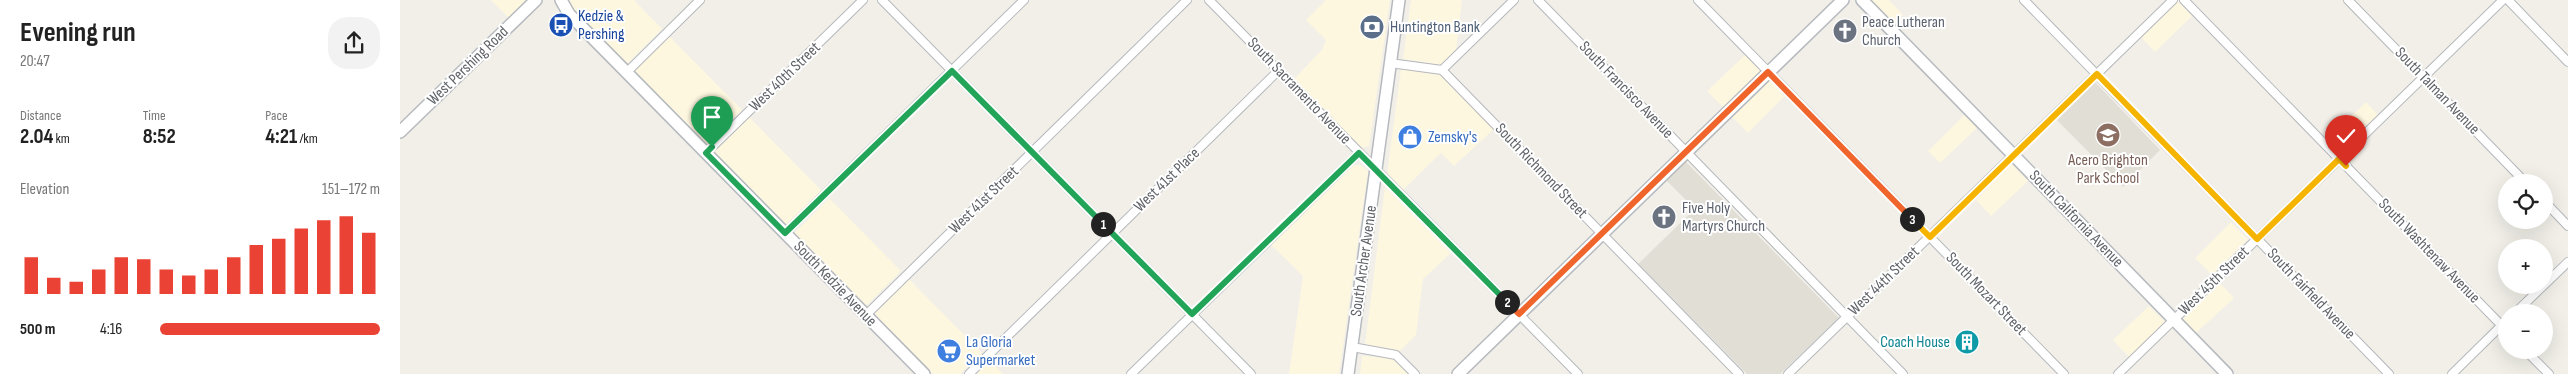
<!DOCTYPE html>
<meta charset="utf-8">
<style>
body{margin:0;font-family:"Sofia Sans Condensed",sans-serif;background:#f2f2f2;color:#222;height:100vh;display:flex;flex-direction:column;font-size:19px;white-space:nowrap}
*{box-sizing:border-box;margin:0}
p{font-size:16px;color:#767676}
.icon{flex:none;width:28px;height:28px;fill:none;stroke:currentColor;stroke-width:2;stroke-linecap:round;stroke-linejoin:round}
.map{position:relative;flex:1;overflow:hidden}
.sheet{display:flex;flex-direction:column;background:#fff;width:400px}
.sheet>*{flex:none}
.controls{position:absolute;left:2098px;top:174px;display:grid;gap:10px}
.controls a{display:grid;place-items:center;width:55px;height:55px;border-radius:50%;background:#fff;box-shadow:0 5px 20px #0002;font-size:25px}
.pin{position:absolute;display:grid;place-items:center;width:42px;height:42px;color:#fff;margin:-51px -21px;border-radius:50% 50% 50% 0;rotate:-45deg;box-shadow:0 0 5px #0007}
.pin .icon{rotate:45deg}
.km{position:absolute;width:25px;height:25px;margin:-12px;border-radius:50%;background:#222;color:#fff;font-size:14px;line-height:25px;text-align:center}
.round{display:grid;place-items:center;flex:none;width:52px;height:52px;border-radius:20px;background:#f2f2f2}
.headline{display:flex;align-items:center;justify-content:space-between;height:85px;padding:0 20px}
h1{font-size:28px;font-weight:700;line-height:38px}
.stats{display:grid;grid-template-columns:repeat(3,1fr);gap:8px;height:85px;padding:5px 20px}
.stats div{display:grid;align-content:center}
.stats b{font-size:21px;font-weight:700}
.stats small{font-size:14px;font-weight:400}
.stats p{font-size:14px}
.chart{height:140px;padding:10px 20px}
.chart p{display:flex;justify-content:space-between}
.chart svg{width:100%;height:90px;margin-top:5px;stroke:#ea4335;stroke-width:6}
ul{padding:0 20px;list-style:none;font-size:16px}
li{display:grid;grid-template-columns:80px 60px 1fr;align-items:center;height:38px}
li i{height:12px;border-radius:6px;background:#ea4335}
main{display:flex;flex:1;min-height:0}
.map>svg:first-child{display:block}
</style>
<main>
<section class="sheet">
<div class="headline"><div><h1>Evening run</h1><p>20:47</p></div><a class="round"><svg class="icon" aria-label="share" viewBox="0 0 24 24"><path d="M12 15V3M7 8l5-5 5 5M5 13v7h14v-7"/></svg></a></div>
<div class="stats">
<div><p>Distance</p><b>2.04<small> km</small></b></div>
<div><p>Time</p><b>8:52</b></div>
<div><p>Pace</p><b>4:21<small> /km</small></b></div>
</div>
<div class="chart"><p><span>Elevation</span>151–172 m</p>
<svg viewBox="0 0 160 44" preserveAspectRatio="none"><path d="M5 44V26M15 44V36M25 44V38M35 44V32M45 44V26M55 44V27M65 44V32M75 44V35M85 44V32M95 44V26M105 44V20M115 44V17M125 44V12M135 44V8M145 44V6M155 44V14"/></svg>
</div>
<ul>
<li><b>500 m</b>4:16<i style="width:100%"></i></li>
</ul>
</section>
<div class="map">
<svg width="2168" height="374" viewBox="0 0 2168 374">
<rect width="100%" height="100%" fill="#f1efe8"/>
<!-- commercial -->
<g fill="#fef7e0">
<polygon points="91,0 128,0 109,18"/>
<polygon points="168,0 234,0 262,29 227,64 176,13"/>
<polygon points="926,0 990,0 969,146 962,148 894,79 922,50 926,40 906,20"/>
<polygon points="1011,0 1062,0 1056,50 1041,65 1003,59"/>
<polygon points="1472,0 1489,0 1503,15 1494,23"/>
<polygon points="1778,1 1792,16 1755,52 1741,37"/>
<polygon points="269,36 342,110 306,145 234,71"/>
<polygon points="1345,55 1362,72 1324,108 1307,91"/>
<polygon points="1001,69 1041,75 1094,129 1054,166 1041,153 1003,190 987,174"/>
<polygon points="1369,79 1385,96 1348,133 1331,116"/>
<polygon points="1966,102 1978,115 1939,151 1928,139"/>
<polygon points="1564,115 1577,128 1540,163 1528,151"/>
<polygon points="349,117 422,191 387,225 314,152"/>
<polygon points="1612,164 1628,181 1591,216 1576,200"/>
<polygon points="953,165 962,165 968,171 939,374 889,374 903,276 871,245"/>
<polygon points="985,187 1051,253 1023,279 1016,335 1000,351 965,345"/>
<polygon points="429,198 501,271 466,306 394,233"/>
<polygon points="1831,222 1848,239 1812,275 1795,258"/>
<polygon points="509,279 582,353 560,374 533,374 474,314"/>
<polygon points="1820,283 1834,298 1796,333 1782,319"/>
<polygon points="1749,306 1765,322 1729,357 1713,340"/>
<polygon points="962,356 993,358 1008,374 960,374"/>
<polygon points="590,361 603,374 576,374"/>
</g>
<!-- education -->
<g fill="#e1ded6">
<polygon points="1695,82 1760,150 1723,187 1656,119"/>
<polygon points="1285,161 1439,318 1380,374 1347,374 1238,264 1295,209 1266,180"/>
</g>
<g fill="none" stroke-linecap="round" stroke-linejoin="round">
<defs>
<g id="street">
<polyline points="482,0 851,374"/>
<polyline points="809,0 1178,374"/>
<polyline points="1138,0 1503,374"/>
<polyline points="1298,0 1664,374"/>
<polyline points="1624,0 1989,374"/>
<polyline points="1784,0 2106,330"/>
<polyline points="1948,0 2125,182"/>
<polyline points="2108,0 2168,62"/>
<polyline points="990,63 1042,70 1339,374"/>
<polyline points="1042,70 1114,0"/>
<polyline points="226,73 300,0"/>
<polyline points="306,153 463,0"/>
<polyline points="2144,201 2168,226"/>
<polyline points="385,233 624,0"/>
<polyline points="2116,312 2168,262"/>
<polyline points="466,315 787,0"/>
<polyline points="952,347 996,355 1015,374"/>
<polyline points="2125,350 2149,374"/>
<polyline points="569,374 878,71"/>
<polyline points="731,374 959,153"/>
<polyline points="1388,374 1773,0"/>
<polyline points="1718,374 2103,0"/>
<polyline points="2052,374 2106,321"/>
</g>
<g id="secondary">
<polyline points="161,0 169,14 524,374"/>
<polyline points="1462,0 1827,374"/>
<polyline points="0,132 136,0"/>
<polyline points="948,374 999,0"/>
<polyline points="1058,374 1443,0"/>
</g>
</defs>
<!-- street casing -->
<use href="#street" stroke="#b5b8bc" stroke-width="10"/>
<!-- secondary casing -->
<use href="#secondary" stroke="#b6babf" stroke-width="14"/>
<!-- street -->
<use href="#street" stroke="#fff" stroke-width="8"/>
<!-- secondary -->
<use href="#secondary" stroke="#fff" stroke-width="11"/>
</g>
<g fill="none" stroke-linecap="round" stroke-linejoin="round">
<defs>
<polyline id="split-1" points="312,147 306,153 385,233 552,71 703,224"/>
<polyline id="split-2" points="703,224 792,314 959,153 1107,302"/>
<polyline id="split-3" points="1107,302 1119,314 1368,72 1512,219"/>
<polyline id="split-4" points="1512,219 1530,237 1697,74 1857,239 1939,159 1946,166"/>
</defs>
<!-- split-1 casing -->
<use href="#split-1" stroke="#fff" stroke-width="10"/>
<!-- split-2 casing -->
<use href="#split-2" stroke="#fff" stroke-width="10"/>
<!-- split-3 casing -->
<use href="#split-3" stroke="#fff" stroke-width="10"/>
<!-- split-4 casing -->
<use href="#split-4" stroke="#fff" stroke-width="10"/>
<!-- split-1 -->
<use href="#split-1" stroke="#22a559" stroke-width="6"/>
<!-- split-2 -->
<use href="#split-2" stroke="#22a559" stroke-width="6"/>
<!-- split-3 -->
<use href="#split-3" stroke="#f0652b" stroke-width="6"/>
<!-- split-4 -->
<use href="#split-4" stroke="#f5b400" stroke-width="6"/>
</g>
<!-- icons -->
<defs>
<symbol id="bus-disc" viewBox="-11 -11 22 22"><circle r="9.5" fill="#1a4fb4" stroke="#fff"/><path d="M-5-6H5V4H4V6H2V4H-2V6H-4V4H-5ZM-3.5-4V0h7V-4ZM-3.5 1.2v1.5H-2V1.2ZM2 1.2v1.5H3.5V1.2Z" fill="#fff"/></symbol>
<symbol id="bank-disc" viewBox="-11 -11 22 22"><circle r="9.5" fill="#5c6f8a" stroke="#fff"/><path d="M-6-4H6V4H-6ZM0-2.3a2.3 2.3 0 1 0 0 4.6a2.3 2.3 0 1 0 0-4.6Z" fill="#fff"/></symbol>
<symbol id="church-disc" viewBox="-11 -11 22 22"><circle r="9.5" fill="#6b7280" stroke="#fff"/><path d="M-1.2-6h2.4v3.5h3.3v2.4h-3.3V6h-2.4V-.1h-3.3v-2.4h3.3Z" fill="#fff"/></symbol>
<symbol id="school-disc" viewBox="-11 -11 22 22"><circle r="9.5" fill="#8d6e63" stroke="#fff"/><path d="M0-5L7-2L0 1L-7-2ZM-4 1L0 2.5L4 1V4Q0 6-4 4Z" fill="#fff"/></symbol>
<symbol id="shop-disc" viewBox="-11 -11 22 22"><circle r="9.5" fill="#3f7fe0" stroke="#fff"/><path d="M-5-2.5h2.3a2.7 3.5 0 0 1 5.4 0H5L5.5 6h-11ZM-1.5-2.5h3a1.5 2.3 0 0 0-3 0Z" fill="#fff"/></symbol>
<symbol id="building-disc" viewBox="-11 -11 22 22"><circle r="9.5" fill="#0f9aa8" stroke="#fff"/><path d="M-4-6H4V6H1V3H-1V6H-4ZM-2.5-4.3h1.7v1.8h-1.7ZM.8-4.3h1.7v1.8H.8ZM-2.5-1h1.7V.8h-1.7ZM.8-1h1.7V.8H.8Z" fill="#fff"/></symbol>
<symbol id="supermarket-disc" viewBox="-11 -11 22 22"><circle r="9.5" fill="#3f7fe0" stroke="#fff"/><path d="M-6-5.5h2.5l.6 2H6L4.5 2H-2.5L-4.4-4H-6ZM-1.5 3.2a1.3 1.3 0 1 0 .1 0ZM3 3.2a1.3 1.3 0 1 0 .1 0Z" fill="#fff"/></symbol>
</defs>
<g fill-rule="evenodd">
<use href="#bus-disc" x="147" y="11" width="28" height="28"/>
<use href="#bank-disc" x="958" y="13" width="28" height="28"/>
<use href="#church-disc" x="1431" y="17" width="28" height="28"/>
<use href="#school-disc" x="1694" y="121" width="28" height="28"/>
<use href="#shop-disc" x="996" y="123" width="28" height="28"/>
<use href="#church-disc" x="1250" y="203" width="28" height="28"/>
<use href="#building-disc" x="1553" y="328" width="28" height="28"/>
<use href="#supermarket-disc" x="535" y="337" width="28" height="28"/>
</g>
<g text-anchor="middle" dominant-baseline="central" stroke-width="4" stroke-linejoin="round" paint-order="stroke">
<!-- transit labels -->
<g font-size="16" fill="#164399" stroke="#fff" text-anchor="start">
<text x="178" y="16">Kedzie &amp;<tspan x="178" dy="18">Pershing</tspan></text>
</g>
<!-- worship labels -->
<g font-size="16" fill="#5b616d" stroke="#fff" text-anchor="start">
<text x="1462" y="22">Peace Lutheran<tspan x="1462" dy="18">Church</tspan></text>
<text x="1282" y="208">Five Holy<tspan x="1282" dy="18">Martyrs Church</tspan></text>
</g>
<!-- service labels -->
<g font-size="16" fill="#4e5e75" stroke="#fff" text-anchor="start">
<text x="990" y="27">Huntington Bank</text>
</g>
<!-- street labels -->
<g font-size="16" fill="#5f6368" stroke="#fff">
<text transform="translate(68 66) rotate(-44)">West Pershing Road</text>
<text transform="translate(385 77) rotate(-44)">West 40th Street</text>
<text transform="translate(1226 90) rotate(46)">South Francisco Avenue</text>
<text transform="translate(899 91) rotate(46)">South Sacramento Avenue</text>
<text transform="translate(2037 91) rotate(46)">South Talman Avenue</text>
<text transform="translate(1141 171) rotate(46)">South Richmond Street</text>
<text transform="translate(767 180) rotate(-44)">West 41st Place</text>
<text transform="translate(584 200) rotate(-44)">West 41st Street</text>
<text transform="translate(1676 219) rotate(46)">South California Avenue</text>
<text transform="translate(2029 251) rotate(46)">South Washtenaw Avenue</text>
<text transform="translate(964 261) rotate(-82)">South Archer Avenue</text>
<text transform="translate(1484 281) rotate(-44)">West 44th Street</text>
<text transform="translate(1814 281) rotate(-44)">West 45th Street</text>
<text transform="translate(435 284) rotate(46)">South Kedzie Avenue</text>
<text transform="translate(1586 294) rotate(46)">South Mozart Street</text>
<text transform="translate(1911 294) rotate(46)">South Fairfield Avenue</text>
</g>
<!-- shop labels -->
<g font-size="16" fill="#366cbe" stroke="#fff" text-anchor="start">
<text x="1028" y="137">Zemsky's</text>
<text x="566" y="342">La Gloria<tspan x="566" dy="18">Supermarket</tspan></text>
</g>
<!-- education labels -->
<g font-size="16" fill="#785e54" stroke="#fff">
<text x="1708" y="160">Acero Brighton<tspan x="1708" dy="18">Park School</tspan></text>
</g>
<!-- culture labels -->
<g font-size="16" fill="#0d838f" stroke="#fff" text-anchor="end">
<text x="1550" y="342">Coach House</text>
</g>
</g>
</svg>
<div class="controls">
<a><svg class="icon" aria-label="locate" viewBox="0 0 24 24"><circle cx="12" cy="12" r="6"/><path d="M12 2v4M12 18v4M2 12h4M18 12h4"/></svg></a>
<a>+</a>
<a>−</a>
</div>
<div class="pin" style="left:312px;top:147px;background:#1e9e55"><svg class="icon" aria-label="arrive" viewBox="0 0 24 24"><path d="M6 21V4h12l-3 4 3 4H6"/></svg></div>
<div class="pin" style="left:1946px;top:166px;background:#d93025"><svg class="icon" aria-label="check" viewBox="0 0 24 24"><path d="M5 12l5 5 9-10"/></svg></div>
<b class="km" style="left:703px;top:224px">1</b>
<b class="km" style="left:1107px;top:302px">2</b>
<b class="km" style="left:1512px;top:219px">3</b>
</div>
</main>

**What to produce**
Lines containing "position" in the listing: how many are there? Answer with the number only.

**Solution to this problem**
4